Marcos Nobre: “A velhice do novo e a novidade do velho”

07/10/2016 | Política

Valor Econômico – 3/10/2016

• O salve-se quem puder da eleição dará o tom da transição

Junho de 2013 levou às ruas uma insatisfação social profunda e duradoura. A partir de 2015, a Lava-Jato levou a crise para o coração do sistema político. E os efeitos da brutal recessão iniciada ainda em 2014 abriram a temporada de caça aos culpados de todas as desgraças. Foi então que teve início um salve-se quem puder geral dentro da política oficial. O PT se posicionou contra a política econômica de sua própria presidente, aliados e inimigos ameaçaram colocar fogo no circo caso Dilma Rousseff não os defendesse dos ataques da Justiça, acordos que vigoraram durante 20 anos e cinco eleições presidenciais deixaram de valer.

O resultado desse retorno ao estado de natureza da sobrevivência política não deu apenas no impeachment de Dilma Rousseff. Deu também nestas eleições municipais. A selvageria política que se instalou impediu que os congressistas costurassem os acordos de sempre em torno das regras eleitorais. Lutas de clãs armados substituíram as negociações. Em lugar de acordos, o que se viu foram vitórias pontuais de um lado ou de outro, sem vencedores nem vencidos definitivos.

No final, é a urna que conta. Mas o resultado da urna já vem previamente formatado pelas regras eleitorais. Dependendo de quais são as regras, candidaturas nascem ou morrem antes mesmo de nascer. As regras definem previamente as chances que têm candidatos e partidos, antes mesmo da própria campanha eleitoral. Com regras feitas no tapa, introduzindo de chofre e sem transição mudanças bastante radicais, também a eleição virou um salve-se quem puder. A expressão é aqui literal. Já se ultrapassou a linha da morte meramente política. Esta eleição já registra um número de assassinatos de candidatos que tirou a selvageria do reino da metáfora.

E, no momento do salve-se quem puder, a tábua de salvação não é o novo surpreendente, mas o velho conhecido. É o candidato do governador, é o postulante do ex-candidato a presidente, é o representante da oposição histórica a tudo o que está aí, é o candidato à reeleição, é o defensor de governos passados bem avaliados. A conversa de que esta é a eleição do novo precisa de um bom grão de sal.

Os nomes podem ser novos, mas não são poucos os sustentados pela velha política. João Doria em São Paulo é o caso mais emblemático. É o novo que vem nos ombros do governador Geraldo Alckmin. Ninguém vota em alguém porque diz que não é político. Se decide votar, vota dentro das limitações que lhe são impostas pelos partidos. Com candidaturas que representam a política de sempre, faz o que pode. A cara real desta eleição é Iris Rezende em Goiânia, é Rafael Greca em Curitiba.

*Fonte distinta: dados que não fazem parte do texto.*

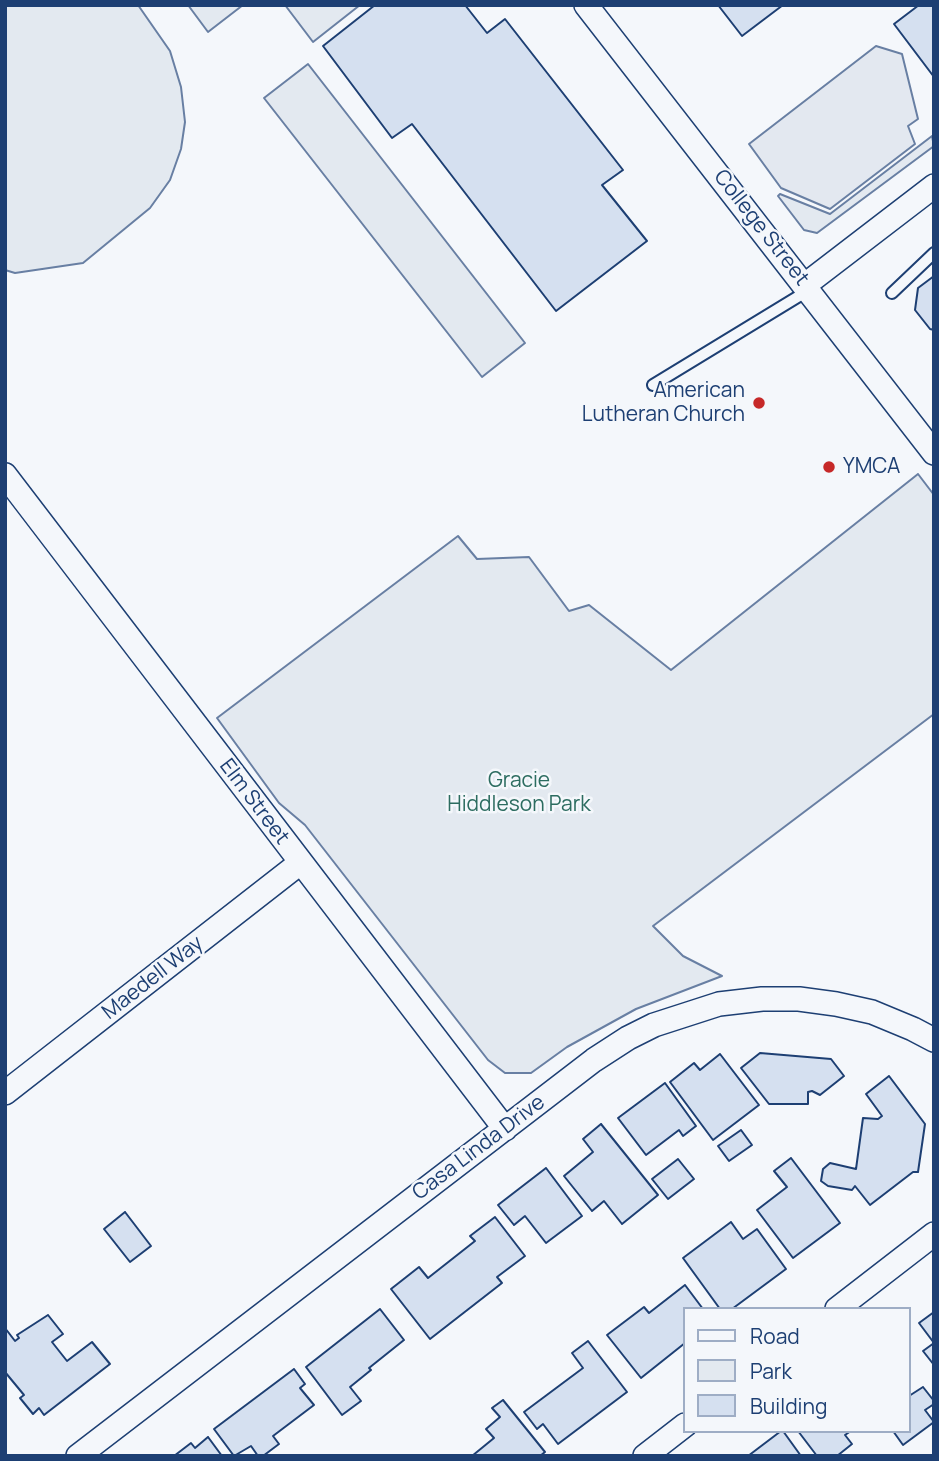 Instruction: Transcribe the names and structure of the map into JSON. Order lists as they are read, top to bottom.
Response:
{
  "streets": {
    "street": [
      "College Street",
      "Elm Street",
      "Maedell Way",
      "Casa Linda Drive"
    ]
  },
  "crossings": [
    ["Elm Street", "Maedell Way"],
    ["Elm Street", "Casa Linda Drive"]
  ],
  "parks": ["Gracie Hiddleson Park"],
  "places": ["American Lutheran Church", "YMCA"],
  "legend": ["Road", "Park", "Building"]
} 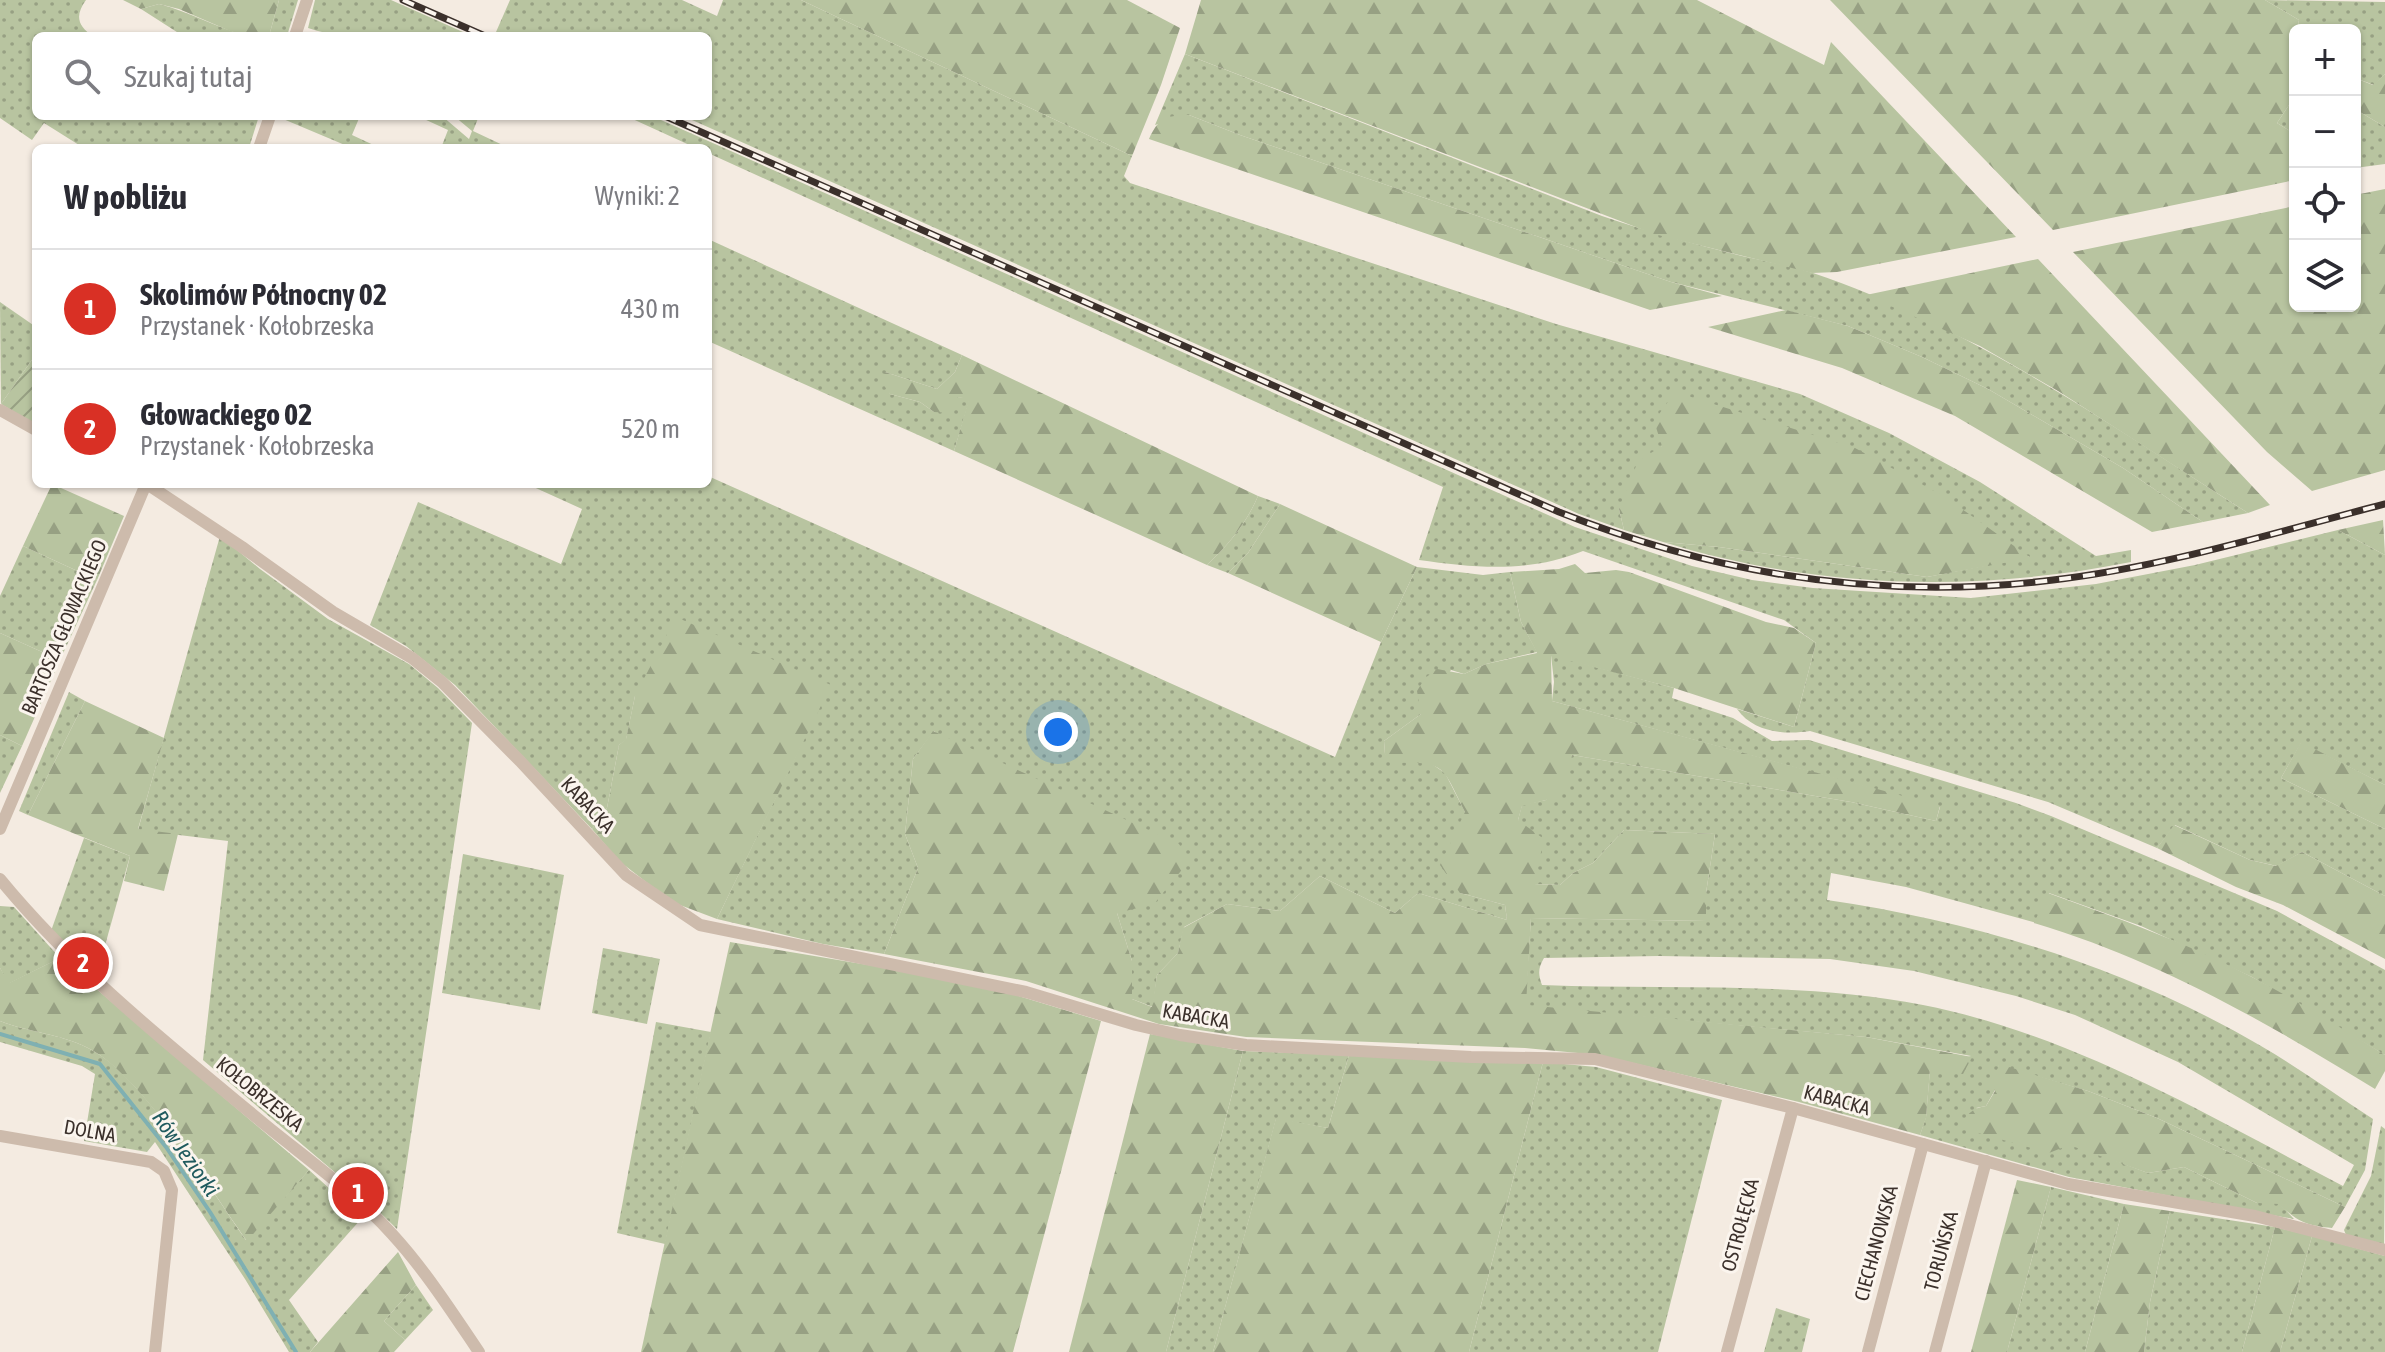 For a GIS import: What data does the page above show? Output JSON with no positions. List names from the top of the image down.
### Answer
{
  "streets": {
    "street": [
      "BARTOSZA GŁOWACKIEGO",
      "KABACKA",
      "KOŁOBRZESKA",
      "DOLNA",
      "OSTROŁĘCKA",
      "CIECHANOWSKA",
      "TORUŃSKA"
    ]
  },
  "crossings": [
    ["KABACKA", "OSTROŁĘCKA"],
    ["KABACKA", "CIECHANOWSKA"],
    ["KABACKA", "TORUŃSKA"]
  ],
  "water": ["Rów Jeziorki"],
  "page": {
    "map_buttons": ["+", "−"],
    "search": "Szukaj tutaj",
    "heading": ["W pobliżu", "Wyniki: 2"],
    "list": [
      {
        "mark": "1",
        "name": "Skolimów Północny 02",
        "note": "Przystanek · Kołobrzeska",
        "value": "430 m"
      },
      {
        "mark": "2",
        "name": "Głowackiego 02",
        "note": "Przystanek · Kołobrzeska",
        "value": "520 m"
      }
    ],
    "pins": ["2", "1"]
  }
}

Figuras mais do que manjadas da política de sempre.

Daí que dizer que a atual eleição é uma resposta direta a Junho de 2013 é enganadora. O que também não quer dizer que tudo ficará igual. Apesar de toda a rejeição generalizada ao sistema político, há mudanças bem mais sutis do que uma contraposição entre política e antipolítica, entre novo e velho. São mudanças bem mais complexas do que os cínicos da política quiseram apregoar quando disseram que a poeira de Junho iria acabar baixando e que, no final das contas, PSDB e PT voltariam a ser os dois grandes polos organizadores da política nacional, como se nada tivesse acontecido.

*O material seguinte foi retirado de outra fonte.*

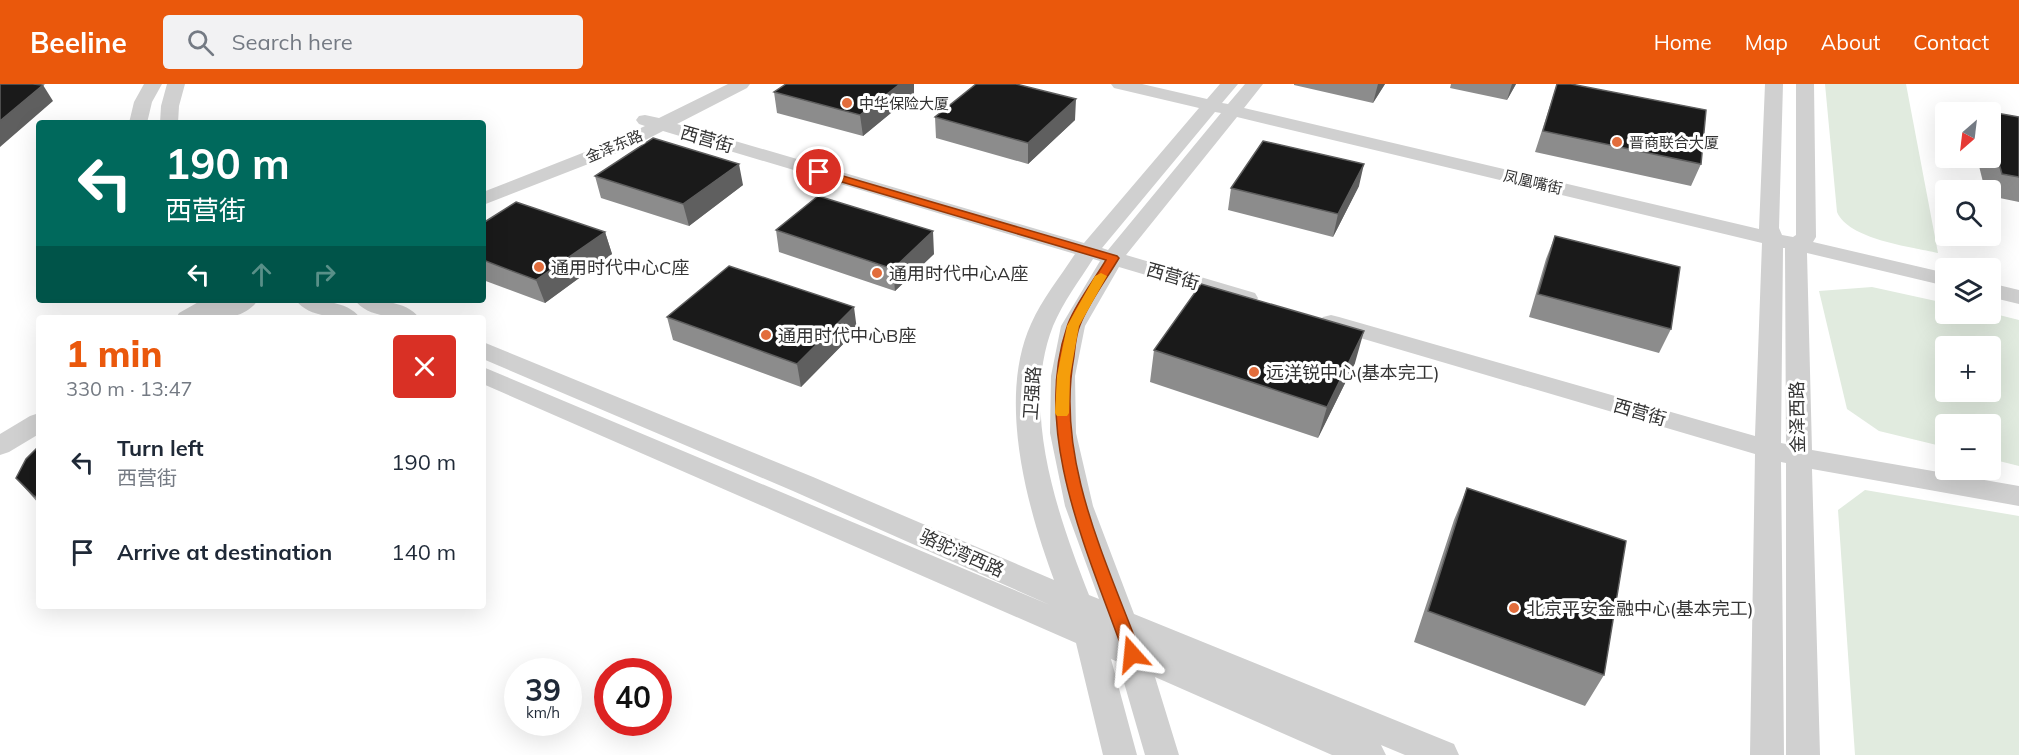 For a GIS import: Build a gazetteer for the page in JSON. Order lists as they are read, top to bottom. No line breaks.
{"streets":{"street":["西营街","金泽东路","凤凰嘴街","卫强路","金泽西路","骆驼湾西路"]},"crossings":[["西营街","金泽东路"],["西营街","卫强路"],["西营街","金泽西路"],["凤凰嘴街","卫强路"],["凤凰嘴街","金泽西路"],["卫强路","骆驼湾西路"]],"places":["中华保险大厦","晋商联合大厦","通用时代中心C座","通用时代中心A座","通用时代中心B座","远洋锐中心(基本完工)","北京平安金融中心(基本完工)"],"north":"bottom left","page":{"header":"Beeline","search":"Search here","nav":["Home","Map","About","Contact"],"map_buttons":["+","−"],"turn":["190 m","西营街"],"heading":["1 min","330 m · 13:47"],"list":[{"name":"Turn left","note":"西营街","value":"190 m"},{"name":"Arrive at destination","value":"140 m"}],"speed":"39 km/h","limit":"40"}}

Segundo o levantamento feito por "O Globo", dos grandes partidos o PSDB foi o que apresentou o maior número de candidaturas coligadas (95,6%), enquanto o PT apresentou a menor taxa de candidaturas coligadas (77%). Esse dado dá indicações do sentido em que esses dois partidos podem se reorganizar como polos, caso consigam de fato manter essa posição. No caso do PSDB, o inchaço de coligações está intimamente ligado à disputa interna pela candidatura presidencial. No caso do PT, a relativa penúria de coligações está ligada à disputa pela hegemonia do campo da esquerda.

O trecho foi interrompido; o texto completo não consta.